For two or three decades the two fronts have been voted to power alternately. But the last change of government was not a routine one. V. S. Achuthanandan’s identification with many popular causes as Leader of the Opposition for five years had led many people to believe that he could provide a different kind of administration. That was why when an attempt was made to deny him the chief ministership some people belonging to the party and possibly many more who do not belong to the party came out to demonstrate their support for him. Although Pinarayi Vijayan said demonstrations could not influence party decision, the central leadership showed readiness to take into account the popular sentiments.

The people’s hopes about the administration dimmed in the first year. The party leadership’s main agenda during this period was to circumscribe the official leadership, which it had to accept against its wishes. The struggle between the two factions hurt the administration’s image. But, at the time of the first anniversary, there was dramatic shift in the situation. The bold initiative to remove the Munnar encroachments and the conclusion of the Smart City agreement came to the government’s rescue for the time being.

Concerted action by the leaderships of the two Communist parties has aborted the Munnar demolitions. Since the task of setting up Smart City now rests primarily on the Dubai authorities, it will presumably go through. But that is not enough to save this government. Within a year, two ministers belonging to a small constituent of the LDF had to quit under a cloud. Now the Opposition has turned against ministers belonging to the major constituents. The parties are engaged in efforts to save their ministers.

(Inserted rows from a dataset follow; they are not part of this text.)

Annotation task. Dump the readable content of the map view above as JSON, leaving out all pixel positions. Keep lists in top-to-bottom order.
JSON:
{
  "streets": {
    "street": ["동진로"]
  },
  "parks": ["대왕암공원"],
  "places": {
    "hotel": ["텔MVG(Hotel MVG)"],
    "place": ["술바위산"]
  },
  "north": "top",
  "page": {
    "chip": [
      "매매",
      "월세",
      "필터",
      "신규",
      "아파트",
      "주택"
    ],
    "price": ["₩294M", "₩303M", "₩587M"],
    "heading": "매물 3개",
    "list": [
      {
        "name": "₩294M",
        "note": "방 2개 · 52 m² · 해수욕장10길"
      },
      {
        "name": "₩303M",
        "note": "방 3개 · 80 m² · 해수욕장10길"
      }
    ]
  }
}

This government cannot be saved by saving the ministers concerned. So far no member of this administration has been able to gain recognition as a good minister. At the same time, the parties say they are satisfied with the ministers’ performance. Apparently, although the ministers have not been successful in addressing the people’s problems, they are meeting the party’s needs.

The CPI (M), which heads the LDF, has to take the initiative to save the government. The party’s branch-level conferences, which are now taking place, provide the members with the last opportunity to impress upon the leadership the need to act. When the next conferences come, three years hence, it will be too late.

Adapted from column “Nerkkazhcha” appearing in Kerala Kaumudi of September 20, 2007.

Monday, September 17, 2007

Lack of effective internal communication in the administration

The Merchiston estate scandal has exposed the lack of effective communication within the administration. Ministers often appear to be unaware of what officials working under them are doing.

The Council of Ministers headed by VS Achuthanandan, which took office last year, was notable for the inexperience of its members. The chief minister and 16 of his 19 colleagues were first-time ministers. However, they all had considerable political experience and the expectation was that they would quickly grasp the essentials of administration.

The most experienced minister, PJ Joseph, of the Kerala Congress (J), had to bow out of the government within a few months following an allegation of sexual harassment of a woman passenger on a flight from Kochi to Chennai.

Some members of the cabinet like Devaswom and Co-operation Minister G. Sudhakaran and Education Minister MA Baby ran into problems with senior officials of their departments quite early. They sought to extricate themselves by throwing the blame on officials.

When officers belonging to the Indian Administrative Service and Indian Police Service encounter problems in the State they generally seek deputation to the Centre. The first to take this route after the present government came to power was Devaswom Secretary EK Bharat Bhushan. Later some other officials, too, migrated to the Centre.

When the Merchiston scandal broke, the State government found it difficult to provide a satisfactory explanation. Although it had supposedly taken over the estate, declaring it an ecologically fragile area, the Birlas were able to sell it to Xavi Mano Mathew, a local businessman. He, in turn, negotiated a sale agreement with the Indian Space Research Organisation, which was looking for a suitable site to locate the Space Institute.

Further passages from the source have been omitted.